* **WHAT YOU NEED TO DO**
Wherever a line of the data contains "controls", copy that line.
::::::::::
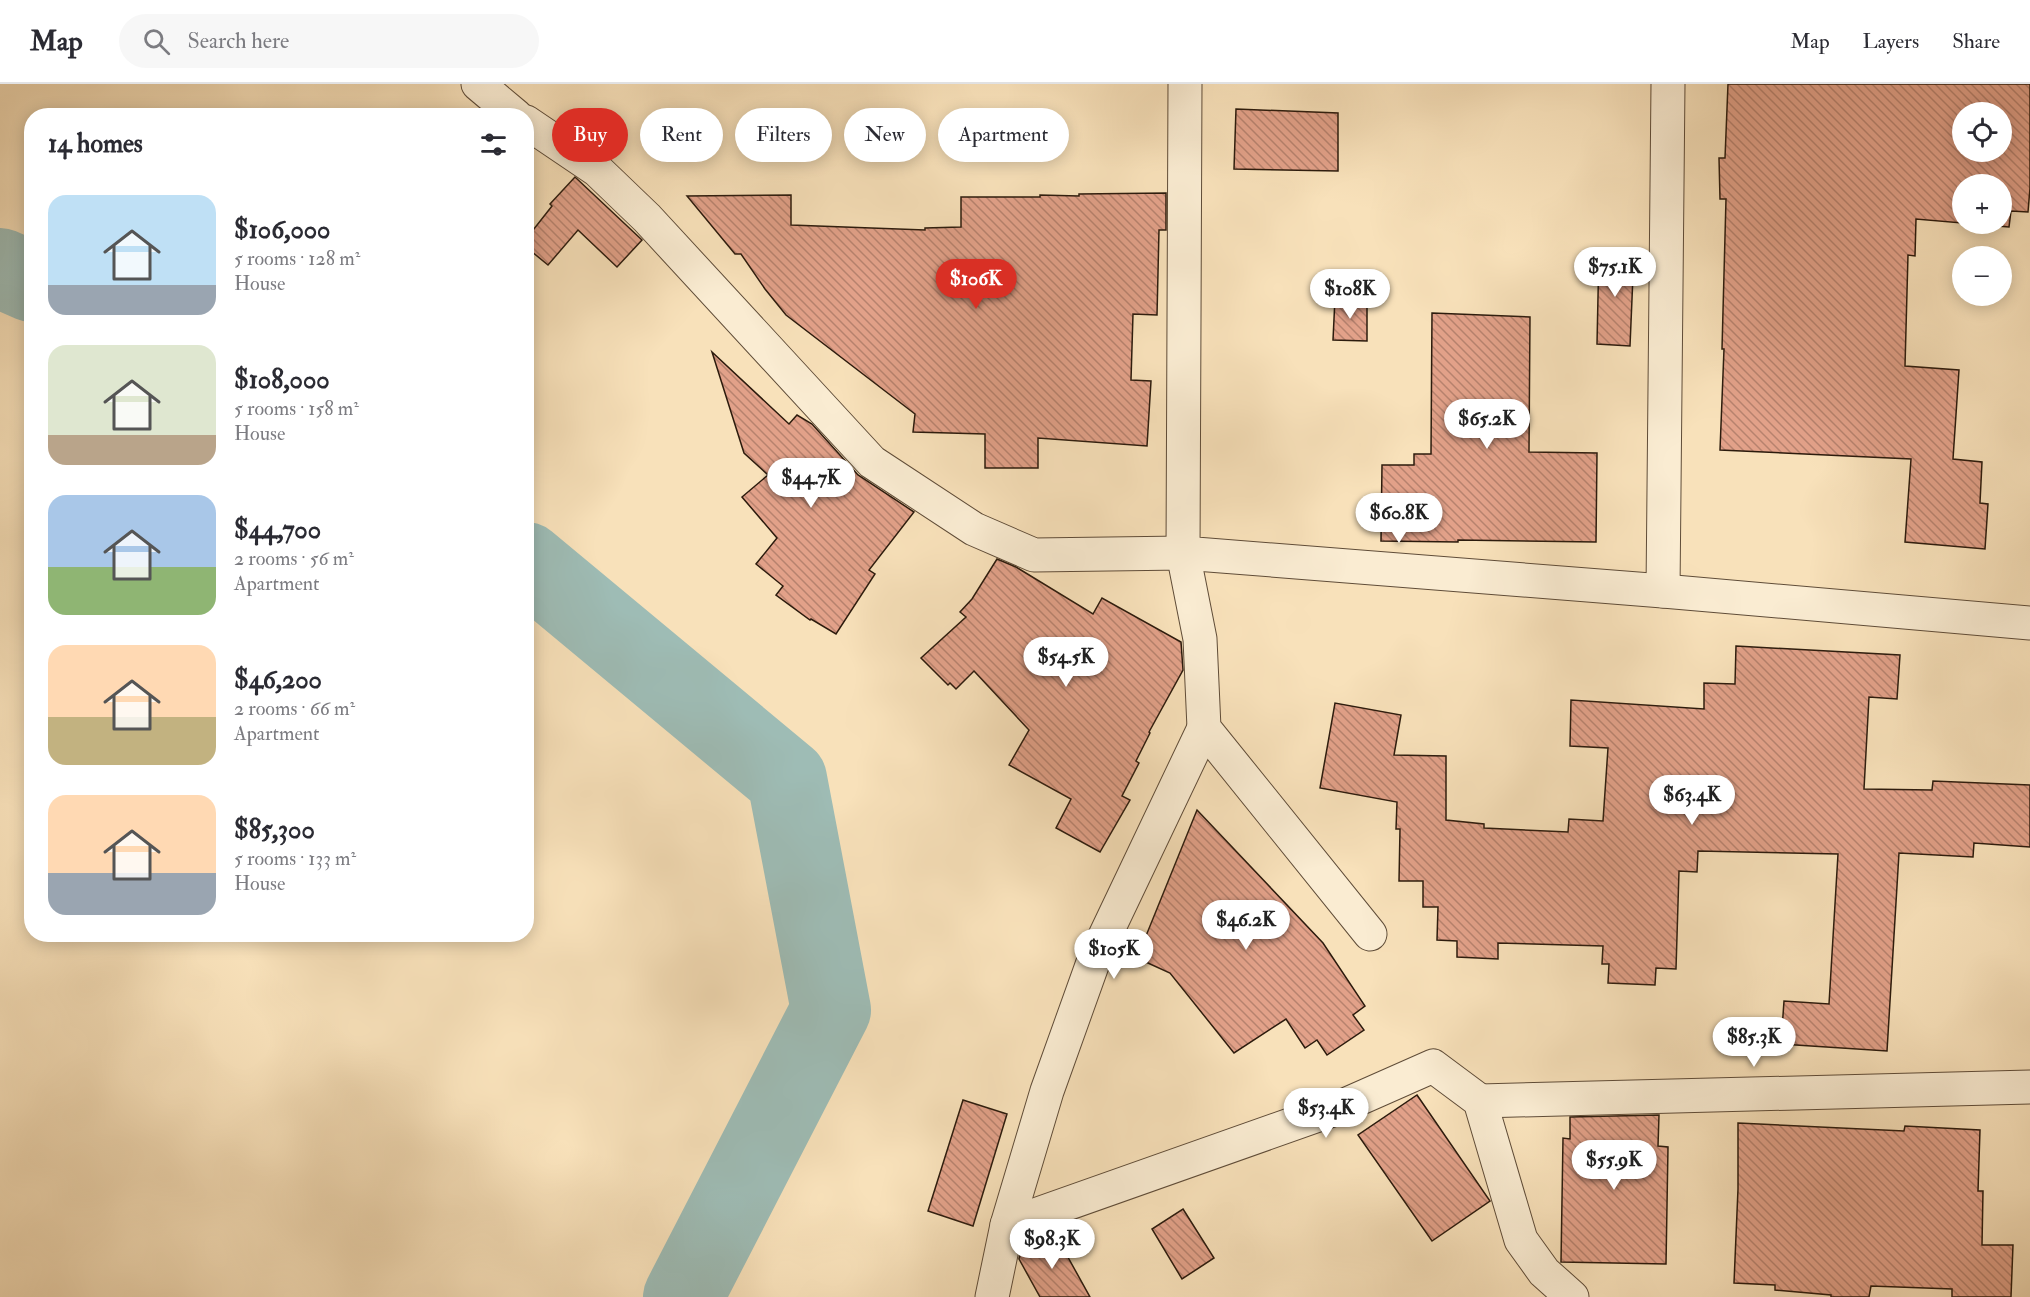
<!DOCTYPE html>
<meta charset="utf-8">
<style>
:root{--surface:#fff;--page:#f7f7f7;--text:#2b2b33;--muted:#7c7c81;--line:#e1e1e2;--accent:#d93025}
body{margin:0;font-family:"IM FELL Double Pica",serif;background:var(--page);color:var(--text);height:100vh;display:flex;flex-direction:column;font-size:22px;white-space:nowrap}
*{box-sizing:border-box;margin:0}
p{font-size:20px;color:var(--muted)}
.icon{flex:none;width:33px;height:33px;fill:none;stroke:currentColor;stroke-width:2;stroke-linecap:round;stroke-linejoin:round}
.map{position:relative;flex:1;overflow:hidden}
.drawer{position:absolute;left:24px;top:24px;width:510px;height:834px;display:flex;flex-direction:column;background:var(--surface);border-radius:24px;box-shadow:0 3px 15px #0003}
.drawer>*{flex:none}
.banner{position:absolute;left:552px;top:24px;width:570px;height:54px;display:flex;gap:12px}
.controls{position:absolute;left:1952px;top:18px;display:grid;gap:12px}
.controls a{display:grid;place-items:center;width:60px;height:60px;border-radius:50%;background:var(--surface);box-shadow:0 3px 15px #0003;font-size:30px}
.price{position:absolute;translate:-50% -51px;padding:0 14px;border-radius:21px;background:#fff;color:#222;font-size:20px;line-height:39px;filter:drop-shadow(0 2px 3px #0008)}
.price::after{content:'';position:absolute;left:50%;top:36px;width:18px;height:14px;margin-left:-9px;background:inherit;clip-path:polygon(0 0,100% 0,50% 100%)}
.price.selected{background:var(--accent);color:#fff}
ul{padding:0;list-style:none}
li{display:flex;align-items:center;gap:18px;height:150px;padding:0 24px}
li span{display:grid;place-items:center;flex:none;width:168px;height:120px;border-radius:18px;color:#555}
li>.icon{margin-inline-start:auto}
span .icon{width:72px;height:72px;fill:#fffc;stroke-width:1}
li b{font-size:26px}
h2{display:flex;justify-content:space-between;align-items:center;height:72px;padding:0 24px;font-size:26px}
.pill{padding:0 21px;border-radius:27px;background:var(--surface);box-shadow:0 3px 15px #0003;font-size:21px;line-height:54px}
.pill.selected{background:var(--accent);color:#fff}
header{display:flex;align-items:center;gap:36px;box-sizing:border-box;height:84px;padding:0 30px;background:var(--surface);border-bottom:2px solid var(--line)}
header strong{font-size:28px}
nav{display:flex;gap:33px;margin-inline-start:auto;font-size:21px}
.search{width:420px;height:54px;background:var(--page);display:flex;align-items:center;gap:15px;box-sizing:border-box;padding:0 21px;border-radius:33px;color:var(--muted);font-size:22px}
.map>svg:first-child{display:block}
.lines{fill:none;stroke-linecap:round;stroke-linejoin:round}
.river{stroke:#9ebcb5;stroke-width:80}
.building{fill:url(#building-back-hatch);stroke:#2c1b0d;stroke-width:1.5;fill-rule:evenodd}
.street-casing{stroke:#5f4c38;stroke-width:35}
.street{stroke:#faecd2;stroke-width:33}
</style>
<header>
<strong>Map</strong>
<div class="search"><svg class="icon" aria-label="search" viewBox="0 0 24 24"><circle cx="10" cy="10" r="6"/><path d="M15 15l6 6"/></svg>Search here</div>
<nav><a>Map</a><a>Layers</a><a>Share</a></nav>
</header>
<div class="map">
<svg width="2030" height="1213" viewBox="0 0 2030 1213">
<defs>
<pattern id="building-back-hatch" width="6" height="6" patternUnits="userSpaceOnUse" patternTransform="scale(1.5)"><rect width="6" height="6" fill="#e2a189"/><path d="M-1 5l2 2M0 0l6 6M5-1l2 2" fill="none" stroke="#b7826e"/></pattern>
</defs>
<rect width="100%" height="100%" fill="#f8e1ba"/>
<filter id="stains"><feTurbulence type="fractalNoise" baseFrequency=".00333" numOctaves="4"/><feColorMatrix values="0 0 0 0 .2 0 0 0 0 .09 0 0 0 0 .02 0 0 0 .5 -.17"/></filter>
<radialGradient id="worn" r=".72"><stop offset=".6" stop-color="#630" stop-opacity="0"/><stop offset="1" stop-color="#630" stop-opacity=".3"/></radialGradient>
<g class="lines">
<g class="river">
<path d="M0,184l32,14"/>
<path d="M526,478l261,217 44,231 -148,287"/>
</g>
</g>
<g class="building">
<path d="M1728,0h302v104l-2,24 -17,-1 -2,16 -39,-3h31v-40h-39v39l-46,-4 -1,37 -7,-1 -3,111 54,4 -6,89 29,3 -2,41 8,1 -3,45 -80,-7 6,-83 -191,-9 4,-101h-2l4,-150h-6l-1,-41h6zM1962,28h39v40h-39z"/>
<path d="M1236,25l102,4v58l-104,-2z"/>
<path d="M575,93l67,63 -25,27 -39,-37 -30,35 -22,-18v-8l26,-33 -2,-2z"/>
<path d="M1166,109v37h-7l-2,85 -24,-1 -2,66 20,1 -4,65 -109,-8v30h-53v-34l-72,-2 2,-18 -129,-99 -21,-26 -24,-35h-6l-48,-58 104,-1v30l134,5v-2l36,-1v-30h79v-2l39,1v-2z"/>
<path d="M1599,166l35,2 -4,94 -33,-2z"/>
<path d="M1335,214l32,2v41l-34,-1z"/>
<path d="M1432,229l98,4 -1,135 68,1 -1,89 -138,-2v2l-77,-1 1,-76h32v-11h17z"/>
<path d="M712,268l77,72 8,-9 15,9 46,51 56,37 -45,58 6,4 -39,60 -25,-15 -1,1 -34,-25 7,-9 -27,-22 21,-26 -35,-41 26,-22 -24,-22z"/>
<path d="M997,475l19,8 77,47 9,-16 79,44 2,28 -34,62 1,1 -14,28 3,2 -17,33 8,4 -30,52 -44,-24 15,-29 -62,-34 20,-35 -55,-59 -18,18 -6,-6 -2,2 -27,-27 45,-41 -6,-5 12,-13z"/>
<path d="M1736,562l164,9 -3,44 -28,-2 -5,92 68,1 1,-9 97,4v62l-56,-4 -1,14 -74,-4 -12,198 -106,-7 3,-43 45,3 9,-150 -140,-3 -1,21 -18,-1 -3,98 -20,-1 -1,17 -47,-2 1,-19h-7l1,-18 -105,-3v16l-41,-2v-16l-20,-1 1,-33h-15v-26h-24l1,-52h-4l1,-27 -77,-14 15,-85 66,12 -7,40 52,1v64l38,4v4l84,4 1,-13 34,2 5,-73 -38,-2 1,-46 133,9v-26l31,1z"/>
<path d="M1197,726l126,133 42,63 -12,9 11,15 -37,25 -10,-15 -12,8 -19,-29 -52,34 -64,-80 -33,-15z"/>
<path d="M1417,1011l73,106 -58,40 -74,-106z"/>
<path d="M963,1016l44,14 -34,112 -45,-15z"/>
<path d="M1659,1031l-1,31 10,1 -2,117 -105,-2 2,-124 7,1v-22z"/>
<path d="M1738,1039l166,8 1,-5 75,4 -2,61h5l-1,54h31l-2,52h-59v-8l-81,-3 -2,11h-38v-2l-56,-5v-5l-41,-2 4,-94z"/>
<path d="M1183,1125l31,49 -32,21 -30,-50z"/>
<path d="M1054,1148l36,65h-50l-21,-38 2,-9z"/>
</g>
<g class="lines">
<g class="street-casing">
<g id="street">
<path d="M478,0l38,32"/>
<path d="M1185,0l-2,469 480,38 367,32"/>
<path d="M526,38l71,48 50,48 225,244 102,67 60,26 149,-2 17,86 4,89 166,206"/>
<path d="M1663,507l5,-507"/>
<path d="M1480,1017l550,-14"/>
<path d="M1007,1141l40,-134 48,-134 109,-229"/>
<path d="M992,1213l15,-72 331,-117 95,-42 47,35 41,139 23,32 28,25"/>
</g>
</g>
<use href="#street" class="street"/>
</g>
<rect width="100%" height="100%" filter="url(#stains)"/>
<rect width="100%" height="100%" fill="url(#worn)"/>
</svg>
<div class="controls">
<a><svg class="icon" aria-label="locate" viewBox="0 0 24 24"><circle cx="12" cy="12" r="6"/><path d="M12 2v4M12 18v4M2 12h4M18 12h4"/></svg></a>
<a>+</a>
<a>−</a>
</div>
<b class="price" style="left:1615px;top:214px">$75.1K</b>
<b class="price selected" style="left:976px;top:226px">$106K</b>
<b class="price" style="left:1350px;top:236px">$108K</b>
<b class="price" style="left:1487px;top:366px">$65.2K</b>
<b class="price" style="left:811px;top:425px">$44.7K</b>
<b class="price" style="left:1399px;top:460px">$60.8K</b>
<b class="price" style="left:1066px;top:604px">$54.5K</b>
<b class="price" style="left:1692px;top:742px">$63.4K</b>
<b class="price" style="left:1246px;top:867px">$46.2K</b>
<b class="price" style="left:1114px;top:896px">$105K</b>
<b class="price" style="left:1754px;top:984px">$85.3K</b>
<b class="price" style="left:1326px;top:1055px">$53.4K</b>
<b class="price" style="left:1614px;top:1107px">$55.9K</b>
<b class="price" style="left:1052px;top:1186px">$98.3K</b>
<div class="banner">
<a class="pill selected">Buy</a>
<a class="pill">Rent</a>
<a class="pill">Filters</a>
<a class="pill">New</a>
<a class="pill">Apartment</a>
</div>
<section class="drawer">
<h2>14 homes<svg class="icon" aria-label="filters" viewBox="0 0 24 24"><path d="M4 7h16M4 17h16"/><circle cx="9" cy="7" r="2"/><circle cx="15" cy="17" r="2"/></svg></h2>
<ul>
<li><span style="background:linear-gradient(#bfe0f5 75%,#9aa5b1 0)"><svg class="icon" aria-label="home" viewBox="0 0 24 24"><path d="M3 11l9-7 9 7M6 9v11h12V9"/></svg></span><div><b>$106,000</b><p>5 rooms · 128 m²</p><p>House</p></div></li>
<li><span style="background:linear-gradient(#dfe7d0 75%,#b9a48a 0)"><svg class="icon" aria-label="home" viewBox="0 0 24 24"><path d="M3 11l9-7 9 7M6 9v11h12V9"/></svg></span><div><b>$108,000</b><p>5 rooms · 158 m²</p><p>House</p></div></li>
<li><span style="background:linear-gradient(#a9c7e8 60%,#8fb573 0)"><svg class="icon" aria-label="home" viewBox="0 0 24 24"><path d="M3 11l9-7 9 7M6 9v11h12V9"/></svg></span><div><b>$44,700</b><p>2 rooms · 56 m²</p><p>Apartment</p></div></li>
<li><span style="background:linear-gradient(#ffd9b3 60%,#c2b280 0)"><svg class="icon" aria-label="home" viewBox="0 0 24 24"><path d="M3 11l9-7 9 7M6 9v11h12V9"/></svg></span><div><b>$46,200</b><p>2 rooms · 66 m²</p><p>Apartment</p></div></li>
<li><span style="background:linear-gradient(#ffd9b3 65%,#9aa5b1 0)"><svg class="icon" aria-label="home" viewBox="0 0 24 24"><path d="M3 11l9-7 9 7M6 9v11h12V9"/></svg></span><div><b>$85,300</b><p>5 rooms · 133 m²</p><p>House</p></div></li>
</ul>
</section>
</div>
::::::::::
* **WRITTEN SOLUTION**
.controls{position:absolute;left:1952px;top:18px;display:grid;gap:12px}
.controls a{display:grid;place-items:center;width:60px;height:60px;border-radius:50%;background:var(--surface);box-shadow:0 3px 15px #0003;font-size:30px}
<div class="controls">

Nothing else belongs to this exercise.